Hydrogen enriched gas saline preparation

Supersaturated hydrogen gas saline solution was prepared by a method and with apparatus that has been described previously [19]. Briefly, hydrogen was dissolved in 0.9% saline for 2 h under high pressure (0.4 MPa) to the supersaturated level using hydrogen-rich water producing apparatus of our own design. The saturated hydrogen saline was stored under atmospheric pressure at 4°C in an aluminum bag without dead space. Hydrogen-rich saline was freshly prepared every week to ensure a constant Hydrogen concentration exceeding 0.6 mM.

The model of liver ischemia-reperfusion

A model of segmental (70%) hepatic ischemia was used in the current study as previously described [20]. Briefly, a midline laparotomy was performed under surgical anesthesia using intra peritoneal pentobarbital (50 mg/kg) and 10% chloral hydrate (3 ml/kg). The portal triad (hepatic artery, portal vein, and bile duct) to the left anterior and median hepatic lobes were carefully occluded using vascular clamps to produce partial (70%) hepatic ischaemia. After 60 minutes the clamps were removed to allow organ reperfusion. The abdominal wound was then closed with sutures.
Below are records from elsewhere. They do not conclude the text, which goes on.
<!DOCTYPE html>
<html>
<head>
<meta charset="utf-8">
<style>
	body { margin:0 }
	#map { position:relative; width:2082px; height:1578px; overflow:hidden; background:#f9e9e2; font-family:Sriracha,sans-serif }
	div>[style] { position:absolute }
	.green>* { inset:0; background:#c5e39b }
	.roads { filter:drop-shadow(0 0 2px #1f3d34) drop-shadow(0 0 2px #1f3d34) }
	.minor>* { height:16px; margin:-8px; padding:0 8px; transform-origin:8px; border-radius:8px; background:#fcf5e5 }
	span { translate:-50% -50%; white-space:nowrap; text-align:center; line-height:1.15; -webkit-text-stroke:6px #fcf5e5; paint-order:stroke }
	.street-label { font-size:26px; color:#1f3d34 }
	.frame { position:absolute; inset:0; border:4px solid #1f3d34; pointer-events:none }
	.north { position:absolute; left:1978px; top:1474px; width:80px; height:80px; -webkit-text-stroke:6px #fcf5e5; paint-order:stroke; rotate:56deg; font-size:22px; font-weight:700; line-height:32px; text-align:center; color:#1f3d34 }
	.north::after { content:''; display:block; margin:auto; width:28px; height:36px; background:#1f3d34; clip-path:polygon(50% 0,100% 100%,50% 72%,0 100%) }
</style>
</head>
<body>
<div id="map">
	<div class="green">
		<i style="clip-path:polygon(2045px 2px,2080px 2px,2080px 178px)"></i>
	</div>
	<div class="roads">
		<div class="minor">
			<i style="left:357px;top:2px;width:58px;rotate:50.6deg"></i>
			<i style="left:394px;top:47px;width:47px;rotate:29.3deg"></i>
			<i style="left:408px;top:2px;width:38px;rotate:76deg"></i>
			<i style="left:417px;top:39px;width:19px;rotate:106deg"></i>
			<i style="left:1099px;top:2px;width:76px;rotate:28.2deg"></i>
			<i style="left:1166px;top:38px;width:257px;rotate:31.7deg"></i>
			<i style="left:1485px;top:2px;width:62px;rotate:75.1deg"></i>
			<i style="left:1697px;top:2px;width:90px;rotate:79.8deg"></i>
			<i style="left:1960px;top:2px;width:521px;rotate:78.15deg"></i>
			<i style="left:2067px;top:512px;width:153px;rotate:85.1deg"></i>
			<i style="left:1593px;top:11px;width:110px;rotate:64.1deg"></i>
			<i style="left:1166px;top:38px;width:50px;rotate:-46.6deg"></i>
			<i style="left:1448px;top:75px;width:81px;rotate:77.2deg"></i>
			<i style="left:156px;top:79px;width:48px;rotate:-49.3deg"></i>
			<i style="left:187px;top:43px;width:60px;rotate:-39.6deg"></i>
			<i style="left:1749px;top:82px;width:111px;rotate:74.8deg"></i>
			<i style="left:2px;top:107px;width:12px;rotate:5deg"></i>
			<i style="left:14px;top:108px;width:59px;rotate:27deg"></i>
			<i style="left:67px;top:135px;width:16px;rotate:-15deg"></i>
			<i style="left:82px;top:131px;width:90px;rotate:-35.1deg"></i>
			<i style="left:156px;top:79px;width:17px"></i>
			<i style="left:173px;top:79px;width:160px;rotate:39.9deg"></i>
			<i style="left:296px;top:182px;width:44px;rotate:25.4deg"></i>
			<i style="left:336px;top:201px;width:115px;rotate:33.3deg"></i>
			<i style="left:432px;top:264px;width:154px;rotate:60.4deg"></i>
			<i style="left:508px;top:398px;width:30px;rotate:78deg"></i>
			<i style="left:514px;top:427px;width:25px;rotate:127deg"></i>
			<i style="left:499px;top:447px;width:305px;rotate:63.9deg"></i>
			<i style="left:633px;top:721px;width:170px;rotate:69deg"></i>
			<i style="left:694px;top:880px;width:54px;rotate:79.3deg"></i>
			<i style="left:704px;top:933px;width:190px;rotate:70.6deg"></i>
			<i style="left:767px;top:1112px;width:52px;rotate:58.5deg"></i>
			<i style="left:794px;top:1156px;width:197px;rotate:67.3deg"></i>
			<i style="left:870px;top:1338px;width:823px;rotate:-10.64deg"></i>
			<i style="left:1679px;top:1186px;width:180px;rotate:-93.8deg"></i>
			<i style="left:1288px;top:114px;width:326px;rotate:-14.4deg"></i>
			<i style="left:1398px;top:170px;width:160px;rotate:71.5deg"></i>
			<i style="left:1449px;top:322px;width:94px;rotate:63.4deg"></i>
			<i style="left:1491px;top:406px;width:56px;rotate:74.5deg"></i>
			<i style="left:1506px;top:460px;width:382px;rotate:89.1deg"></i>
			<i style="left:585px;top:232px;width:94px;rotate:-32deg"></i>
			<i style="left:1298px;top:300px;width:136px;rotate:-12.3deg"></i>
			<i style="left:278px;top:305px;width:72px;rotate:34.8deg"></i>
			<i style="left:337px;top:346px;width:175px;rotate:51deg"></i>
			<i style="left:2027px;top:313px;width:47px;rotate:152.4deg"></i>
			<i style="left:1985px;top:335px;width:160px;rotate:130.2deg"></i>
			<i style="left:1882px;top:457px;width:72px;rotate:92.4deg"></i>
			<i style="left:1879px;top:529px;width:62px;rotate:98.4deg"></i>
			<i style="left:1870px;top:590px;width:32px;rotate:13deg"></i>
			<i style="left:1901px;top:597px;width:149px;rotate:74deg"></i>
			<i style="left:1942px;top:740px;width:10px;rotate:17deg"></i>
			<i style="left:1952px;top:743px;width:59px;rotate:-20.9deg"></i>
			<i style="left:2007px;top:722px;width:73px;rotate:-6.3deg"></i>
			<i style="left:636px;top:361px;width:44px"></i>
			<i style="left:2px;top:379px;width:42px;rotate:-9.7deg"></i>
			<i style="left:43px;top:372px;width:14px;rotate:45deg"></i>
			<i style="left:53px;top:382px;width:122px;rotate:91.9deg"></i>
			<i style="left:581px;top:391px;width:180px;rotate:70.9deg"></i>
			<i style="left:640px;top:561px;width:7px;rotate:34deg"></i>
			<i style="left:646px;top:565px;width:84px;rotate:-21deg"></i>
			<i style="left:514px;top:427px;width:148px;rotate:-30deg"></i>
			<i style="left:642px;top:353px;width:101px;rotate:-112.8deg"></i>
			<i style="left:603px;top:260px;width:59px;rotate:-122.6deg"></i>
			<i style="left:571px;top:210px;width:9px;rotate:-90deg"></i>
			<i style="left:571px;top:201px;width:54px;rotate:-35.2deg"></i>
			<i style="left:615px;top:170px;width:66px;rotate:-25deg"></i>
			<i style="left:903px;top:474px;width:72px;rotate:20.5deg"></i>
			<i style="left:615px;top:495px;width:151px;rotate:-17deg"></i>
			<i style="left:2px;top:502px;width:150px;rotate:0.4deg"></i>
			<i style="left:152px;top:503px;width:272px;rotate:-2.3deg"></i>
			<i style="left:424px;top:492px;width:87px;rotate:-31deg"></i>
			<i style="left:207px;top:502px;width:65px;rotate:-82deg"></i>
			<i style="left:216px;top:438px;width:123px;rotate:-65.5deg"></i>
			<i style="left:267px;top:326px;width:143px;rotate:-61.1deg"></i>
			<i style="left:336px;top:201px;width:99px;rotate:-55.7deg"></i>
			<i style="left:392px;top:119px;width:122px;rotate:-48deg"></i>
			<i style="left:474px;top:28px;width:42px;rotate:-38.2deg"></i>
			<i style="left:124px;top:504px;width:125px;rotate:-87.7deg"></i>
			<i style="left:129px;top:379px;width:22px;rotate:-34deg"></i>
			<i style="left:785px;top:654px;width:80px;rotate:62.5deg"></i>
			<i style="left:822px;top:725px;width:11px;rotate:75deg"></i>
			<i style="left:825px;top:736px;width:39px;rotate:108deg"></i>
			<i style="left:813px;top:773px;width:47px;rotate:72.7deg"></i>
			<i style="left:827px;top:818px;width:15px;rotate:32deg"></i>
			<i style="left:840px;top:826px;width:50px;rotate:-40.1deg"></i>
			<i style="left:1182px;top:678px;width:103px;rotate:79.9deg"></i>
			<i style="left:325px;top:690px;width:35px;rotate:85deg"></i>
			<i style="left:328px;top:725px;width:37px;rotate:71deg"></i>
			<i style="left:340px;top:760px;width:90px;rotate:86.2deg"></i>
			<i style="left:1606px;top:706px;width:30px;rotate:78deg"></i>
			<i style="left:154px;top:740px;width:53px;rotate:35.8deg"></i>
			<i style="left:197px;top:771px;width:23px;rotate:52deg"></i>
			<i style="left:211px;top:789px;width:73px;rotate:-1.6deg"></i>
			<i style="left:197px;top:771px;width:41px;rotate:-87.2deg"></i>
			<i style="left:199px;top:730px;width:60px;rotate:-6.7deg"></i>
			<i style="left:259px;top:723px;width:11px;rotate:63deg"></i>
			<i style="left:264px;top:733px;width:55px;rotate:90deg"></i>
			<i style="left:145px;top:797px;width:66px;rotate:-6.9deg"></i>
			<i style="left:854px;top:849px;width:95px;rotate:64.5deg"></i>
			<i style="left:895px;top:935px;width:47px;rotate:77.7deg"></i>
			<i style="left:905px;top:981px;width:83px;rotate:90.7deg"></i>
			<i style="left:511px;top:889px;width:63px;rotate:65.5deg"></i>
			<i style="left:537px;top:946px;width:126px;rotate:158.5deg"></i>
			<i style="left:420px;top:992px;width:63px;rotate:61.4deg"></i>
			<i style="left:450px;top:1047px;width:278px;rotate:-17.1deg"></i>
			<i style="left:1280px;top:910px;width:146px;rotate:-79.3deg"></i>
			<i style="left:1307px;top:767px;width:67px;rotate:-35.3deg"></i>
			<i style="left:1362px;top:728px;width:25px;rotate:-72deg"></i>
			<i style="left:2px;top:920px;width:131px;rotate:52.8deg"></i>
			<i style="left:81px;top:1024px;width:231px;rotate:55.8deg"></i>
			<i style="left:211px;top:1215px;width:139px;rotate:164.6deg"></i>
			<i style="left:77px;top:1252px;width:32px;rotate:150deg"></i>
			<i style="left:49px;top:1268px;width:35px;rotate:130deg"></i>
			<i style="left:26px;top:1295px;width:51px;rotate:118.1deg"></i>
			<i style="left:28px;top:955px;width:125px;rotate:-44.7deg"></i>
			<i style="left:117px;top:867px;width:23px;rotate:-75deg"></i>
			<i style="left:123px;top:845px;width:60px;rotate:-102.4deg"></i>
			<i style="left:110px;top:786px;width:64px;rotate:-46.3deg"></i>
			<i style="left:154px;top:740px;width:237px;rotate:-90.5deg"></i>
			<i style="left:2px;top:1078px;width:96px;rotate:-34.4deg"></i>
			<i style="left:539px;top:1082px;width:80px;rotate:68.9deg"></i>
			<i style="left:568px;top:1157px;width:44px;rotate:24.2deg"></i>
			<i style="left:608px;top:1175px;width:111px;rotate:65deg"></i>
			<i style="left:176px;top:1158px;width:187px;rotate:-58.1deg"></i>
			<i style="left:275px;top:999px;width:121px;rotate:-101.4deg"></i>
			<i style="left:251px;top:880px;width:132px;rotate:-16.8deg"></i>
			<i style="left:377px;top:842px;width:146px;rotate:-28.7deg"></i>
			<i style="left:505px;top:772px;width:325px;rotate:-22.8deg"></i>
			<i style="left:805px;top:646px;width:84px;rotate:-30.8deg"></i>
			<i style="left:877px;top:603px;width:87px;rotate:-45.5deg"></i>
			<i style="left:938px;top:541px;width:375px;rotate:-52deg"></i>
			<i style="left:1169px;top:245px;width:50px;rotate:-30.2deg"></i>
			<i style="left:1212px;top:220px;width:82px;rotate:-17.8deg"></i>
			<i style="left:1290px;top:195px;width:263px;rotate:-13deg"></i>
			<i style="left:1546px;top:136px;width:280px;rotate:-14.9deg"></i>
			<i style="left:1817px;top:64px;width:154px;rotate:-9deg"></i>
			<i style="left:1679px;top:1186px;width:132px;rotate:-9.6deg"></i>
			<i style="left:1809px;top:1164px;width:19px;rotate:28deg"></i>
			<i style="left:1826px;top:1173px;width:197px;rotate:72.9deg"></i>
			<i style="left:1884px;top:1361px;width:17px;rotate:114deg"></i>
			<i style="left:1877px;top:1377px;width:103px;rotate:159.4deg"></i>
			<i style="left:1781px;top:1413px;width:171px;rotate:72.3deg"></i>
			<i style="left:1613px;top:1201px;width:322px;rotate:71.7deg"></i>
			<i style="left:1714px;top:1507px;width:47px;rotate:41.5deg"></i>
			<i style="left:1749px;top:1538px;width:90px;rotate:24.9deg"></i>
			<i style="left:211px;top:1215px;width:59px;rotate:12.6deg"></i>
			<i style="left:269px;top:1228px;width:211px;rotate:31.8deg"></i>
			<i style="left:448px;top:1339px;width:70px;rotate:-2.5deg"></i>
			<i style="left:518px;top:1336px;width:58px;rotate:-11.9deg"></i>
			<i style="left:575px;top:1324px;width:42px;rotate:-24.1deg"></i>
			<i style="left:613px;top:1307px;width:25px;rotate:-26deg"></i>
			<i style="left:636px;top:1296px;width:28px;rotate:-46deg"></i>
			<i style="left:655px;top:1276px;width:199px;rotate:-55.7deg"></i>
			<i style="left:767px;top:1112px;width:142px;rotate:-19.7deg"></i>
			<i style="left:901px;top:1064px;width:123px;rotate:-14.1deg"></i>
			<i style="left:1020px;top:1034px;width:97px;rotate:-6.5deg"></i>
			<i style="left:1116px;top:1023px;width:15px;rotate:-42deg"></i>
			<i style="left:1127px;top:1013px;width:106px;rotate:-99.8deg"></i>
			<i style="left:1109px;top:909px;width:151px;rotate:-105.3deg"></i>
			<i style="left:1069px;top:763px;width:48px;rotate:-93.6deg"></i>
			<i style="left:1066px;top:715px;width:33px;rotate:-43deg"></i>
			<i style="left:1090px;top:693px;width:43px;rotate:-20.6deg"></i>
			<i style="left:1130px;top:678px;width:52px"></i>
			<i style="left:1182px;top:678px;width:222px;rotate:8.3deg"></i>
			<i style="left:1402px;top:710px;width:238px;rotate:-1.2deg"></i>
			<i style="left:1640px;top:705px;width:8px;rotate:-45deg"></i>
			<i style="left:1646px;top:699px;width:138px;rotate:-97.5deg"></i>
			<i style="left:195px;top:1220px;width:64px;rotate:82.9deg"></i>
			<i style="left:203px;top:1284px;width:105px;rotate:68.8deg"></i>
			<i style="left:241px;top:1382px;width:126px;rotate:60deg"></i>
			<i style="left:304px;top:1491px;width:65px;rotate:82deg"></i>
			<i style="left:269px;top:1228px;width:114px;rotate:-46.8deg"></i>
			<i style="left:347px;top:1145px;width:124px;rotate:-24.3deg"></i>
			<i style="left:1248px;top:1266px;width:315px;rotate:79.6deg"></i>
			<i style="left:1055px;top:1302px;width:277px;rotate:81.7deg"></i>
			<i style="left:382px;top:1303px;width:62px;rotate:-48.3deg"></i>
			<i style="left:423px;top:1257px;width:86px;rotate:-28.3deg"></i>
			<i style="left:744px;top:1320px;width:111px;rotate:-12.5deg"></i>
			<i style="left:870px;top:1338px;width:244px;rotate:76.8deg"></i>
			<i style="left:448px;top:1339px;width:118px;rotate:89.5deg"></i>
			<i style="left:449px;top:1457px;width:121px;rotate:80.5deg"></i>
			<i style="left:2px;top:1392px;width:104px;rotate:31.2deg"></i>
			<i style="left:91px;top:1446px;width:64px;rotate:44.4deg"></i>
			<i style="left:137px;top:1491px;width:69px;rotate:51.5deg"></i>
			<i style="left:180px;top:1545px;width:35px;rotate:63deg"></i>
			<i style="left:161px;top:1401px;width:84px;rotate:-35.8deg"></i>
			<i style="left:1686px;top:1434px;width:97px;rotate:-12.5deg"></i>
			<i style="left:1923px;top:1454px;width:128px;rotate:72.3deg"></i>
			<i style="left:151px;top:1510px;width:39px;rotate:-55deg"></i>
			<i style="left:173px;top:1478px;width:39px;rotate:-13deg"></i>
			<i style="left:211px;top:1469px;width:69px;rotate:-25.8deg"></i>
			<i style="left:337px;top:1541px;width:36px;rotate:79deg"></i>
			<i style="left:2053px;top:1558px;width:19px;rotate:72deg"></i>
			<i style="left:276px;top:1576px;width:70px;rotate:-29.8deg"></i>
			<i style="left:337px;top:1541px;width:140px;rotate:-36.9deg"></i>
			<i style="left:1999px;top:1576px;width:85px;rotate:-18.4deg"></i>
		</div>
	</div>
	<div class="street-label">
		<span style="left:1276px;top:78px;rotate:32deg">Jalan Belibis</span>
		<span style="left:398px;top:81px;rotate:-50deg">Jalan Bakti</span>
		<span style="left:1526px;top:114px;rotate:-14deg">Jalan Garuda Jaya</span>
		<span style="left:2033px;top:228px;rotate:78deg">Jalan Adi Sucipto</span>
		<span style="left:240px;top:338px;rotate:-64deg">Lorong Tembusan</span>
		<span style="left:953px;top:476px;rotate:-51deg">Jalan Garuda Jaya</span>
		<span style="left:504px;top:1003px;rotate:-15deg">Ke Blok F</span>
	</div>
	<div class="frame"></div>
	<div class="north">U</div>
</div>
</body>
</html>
Rectal temperature was maintained between 36-37°C by a heating lamp throughout all procedures.

Sample collection

The animals were given a further dose of pentobarbitone (50 mg) before being sacrificed by exsanguination. The harvest time points were at 2 hrs post reperfusion in the sham and I/R group and 2, 6, 12, or 24 hours post reperfusion in the control and each therapeutic group respectively (n = 8 at each time point). The vena cava was opened and 3-5 ml blood collected in sterile syringes without anticoagulant and centrifuged to separate the serum. The serum samples were stored at -20°C for later batch analysis of hepatic function and cytokine assay.

The liver was perfused with cold saline through the portal vein. Ischemic left hepatic tissue samples were collected and specimens were either: 1) fixed in 10% formalin and embedded in paraffin for histological studies; or 2) immediately frozen in isopentane and liquid nitrogen, then stored at -80°C for later analysis.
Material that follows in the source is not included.